A view shows an algae covered public beach in Qingdao, northeast China's Shandong province on July 4, 2013. The seas off China have been hit by their largest-ever growth of algae, ocean officials said.
Pictures showed beach-goers swimming and playing in the green tide in the eastern city of Qingdao, while bulldozers shoveled up tons of algae from the sand.
The State Oceanic Administration said on its website that the algae, enteromorpha prolifera, started to appear a week ago and had spread across an area of 28,900 square kilometers (7,500 square miles).
The previous largest bloom was in 2008 when it affected around 13,000 square kilometers, it said.
Qingdao officials said they had removed around 7,335 tonnes of algae, the official Xinhua news agency reported.
The algal phenomenon is usually caused by an abundance of nutrients in the water, especially phosphorus, although the triggers for the enormous blooms which began to appear in the Yellow Sea in 2007 remain uncertain.

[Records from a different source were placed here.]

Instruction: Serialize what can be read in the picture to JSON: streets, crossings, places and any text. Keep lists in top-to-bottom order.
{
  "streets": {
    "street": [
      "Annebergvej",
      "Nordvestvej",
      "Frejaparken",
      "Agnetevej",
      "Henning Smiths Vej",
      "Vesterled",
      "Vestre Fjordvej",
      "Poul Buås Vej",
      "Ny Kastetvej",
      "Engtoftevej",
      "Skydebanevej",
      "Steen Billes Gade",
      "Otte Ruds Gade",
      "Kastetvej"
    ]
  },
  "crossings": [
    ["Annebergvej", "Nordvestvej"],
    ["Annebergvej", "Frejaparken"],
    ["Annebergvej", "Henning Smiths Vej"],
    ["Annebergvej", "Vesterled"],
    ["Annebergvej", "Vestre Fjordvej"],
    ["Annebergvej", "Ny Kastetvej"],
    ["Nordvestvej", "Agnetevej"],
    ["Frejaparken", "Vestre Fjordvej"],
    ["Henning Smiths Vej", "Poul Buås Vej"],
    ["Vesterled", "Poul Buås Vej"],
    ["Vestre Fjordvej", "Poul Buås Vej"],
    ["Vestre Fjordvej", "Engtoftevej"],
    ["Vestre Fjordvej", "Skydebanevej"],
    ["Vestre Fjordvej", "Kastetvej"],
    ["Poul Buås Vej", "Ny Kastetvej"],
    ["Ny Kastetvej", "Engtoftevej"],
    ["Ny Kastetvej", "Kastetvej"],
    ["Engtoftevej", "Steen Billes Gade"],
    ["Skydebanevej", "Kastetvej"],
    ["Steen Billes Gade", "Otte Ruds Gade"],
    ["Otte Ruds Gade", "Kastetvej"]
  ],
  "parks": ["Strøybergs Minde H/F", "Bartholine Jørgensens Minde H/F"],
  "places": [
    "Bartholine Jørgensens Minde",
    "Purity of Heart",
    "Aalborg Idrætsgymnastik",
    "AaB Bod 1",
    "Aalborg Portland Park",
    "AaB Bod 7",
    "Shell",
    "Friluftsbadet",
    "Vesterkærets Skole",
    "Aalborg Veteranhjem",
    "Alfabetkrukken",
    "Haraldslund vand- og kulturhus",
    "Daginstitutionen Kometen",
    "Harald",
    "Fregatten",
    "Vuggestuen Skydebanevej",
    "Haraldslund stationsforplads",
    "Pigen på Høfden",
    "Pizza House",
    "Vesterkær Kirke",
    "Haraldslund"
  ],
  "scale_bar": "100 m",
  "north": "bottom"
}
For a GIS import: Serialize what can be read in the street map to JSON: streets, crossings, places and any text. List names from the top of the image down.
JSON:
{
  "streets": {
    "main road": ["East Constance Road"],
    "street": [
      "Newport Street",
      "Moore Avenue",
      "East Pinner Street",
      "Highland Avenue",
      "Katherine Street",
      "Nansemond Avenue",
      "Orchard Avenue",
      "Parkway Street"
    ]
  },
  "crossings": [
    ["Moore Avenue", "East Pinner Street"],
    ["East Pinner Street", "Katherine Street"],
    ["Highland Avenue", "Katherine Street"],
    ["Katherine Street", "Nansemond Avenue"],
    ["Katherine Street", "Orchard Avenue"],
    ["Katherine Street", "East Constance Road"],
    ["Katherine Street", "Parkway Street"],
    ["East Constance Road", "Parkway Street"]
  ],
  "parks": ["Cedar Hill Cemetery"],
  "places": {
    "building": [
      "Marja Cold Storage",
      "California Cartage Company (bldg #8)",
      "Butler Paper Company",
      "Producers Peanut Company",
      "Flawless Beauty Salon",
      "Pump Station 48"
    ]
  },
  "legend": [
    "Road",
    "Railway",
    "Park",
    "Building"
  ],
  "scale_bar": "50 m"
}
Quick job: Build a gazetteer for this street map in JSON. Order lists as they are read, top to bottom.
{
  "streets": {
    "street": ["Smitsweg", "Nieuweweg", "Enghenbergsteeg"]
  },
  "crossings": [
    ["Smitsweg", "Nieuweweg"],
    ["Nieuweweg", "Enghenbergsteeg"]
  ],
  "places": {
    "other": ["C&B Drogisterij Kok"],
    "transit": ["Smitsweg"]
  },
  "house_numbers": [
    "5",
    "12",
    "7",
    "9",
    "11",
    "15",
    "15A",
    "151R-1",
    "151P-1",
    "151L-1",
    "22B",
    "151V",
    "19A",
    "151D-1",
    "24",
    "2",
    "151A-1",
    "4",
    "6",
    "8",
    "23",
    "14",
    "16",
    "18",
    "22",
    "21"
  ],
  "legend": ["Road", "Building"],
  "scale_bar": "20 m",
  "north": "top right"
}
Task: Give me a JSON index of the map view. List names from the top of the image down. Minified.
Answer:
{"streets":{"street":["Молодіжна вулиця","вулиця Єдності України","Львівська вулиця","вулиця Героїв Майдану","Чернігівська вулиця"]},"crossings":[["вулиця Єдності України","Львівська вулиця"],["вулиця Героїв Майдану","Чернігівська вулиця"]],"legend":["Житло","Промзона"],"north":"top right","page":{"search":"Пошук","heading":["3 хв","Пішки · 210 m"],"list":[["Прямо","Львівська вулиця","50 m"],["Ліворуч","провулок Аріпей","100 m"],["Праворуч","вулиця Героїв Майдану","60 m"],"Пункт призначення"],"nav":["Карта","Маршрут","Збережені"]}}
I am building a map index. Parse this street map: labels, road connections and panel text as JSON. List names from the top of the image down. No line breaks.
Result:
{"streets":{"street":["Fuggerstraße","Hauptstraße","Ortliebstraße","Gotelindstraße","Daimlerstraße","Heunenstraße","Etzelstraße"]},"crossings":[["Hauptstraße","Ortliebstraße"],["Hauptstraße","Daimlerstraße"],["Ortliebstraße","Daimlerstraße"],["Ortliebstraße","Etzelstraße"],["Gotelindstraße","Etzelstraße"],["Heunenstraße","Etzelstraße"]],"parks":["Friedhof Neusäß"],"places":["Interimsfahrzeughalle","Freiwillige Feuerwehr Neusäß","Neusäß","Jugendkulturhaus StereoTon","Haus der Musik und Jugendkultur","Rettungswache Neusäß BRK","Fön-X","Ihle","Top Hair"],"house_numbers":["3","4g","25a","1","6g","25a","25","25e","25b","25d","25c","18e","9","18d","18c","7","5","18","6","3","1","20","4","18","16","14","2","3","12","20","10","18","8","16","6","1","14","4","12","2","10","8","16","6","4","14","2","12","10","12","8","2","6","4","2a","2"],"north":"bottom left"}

The China Daily quoted professor Bao Xianwen, of the Qingdao-based Ocean University of China, as saying: "It must have something to do with the change in the environment, but we are not scientifically sure about the reasons."
The algae are not toxic nor detrimental to water quality, but lead to extreme imbalances in marine ecosystems by consuming large quantities of oxygen and creating hydrogen sulphide.
Here, workers collect seaweed with a net by the Qingdao coastline on July 12, 2012.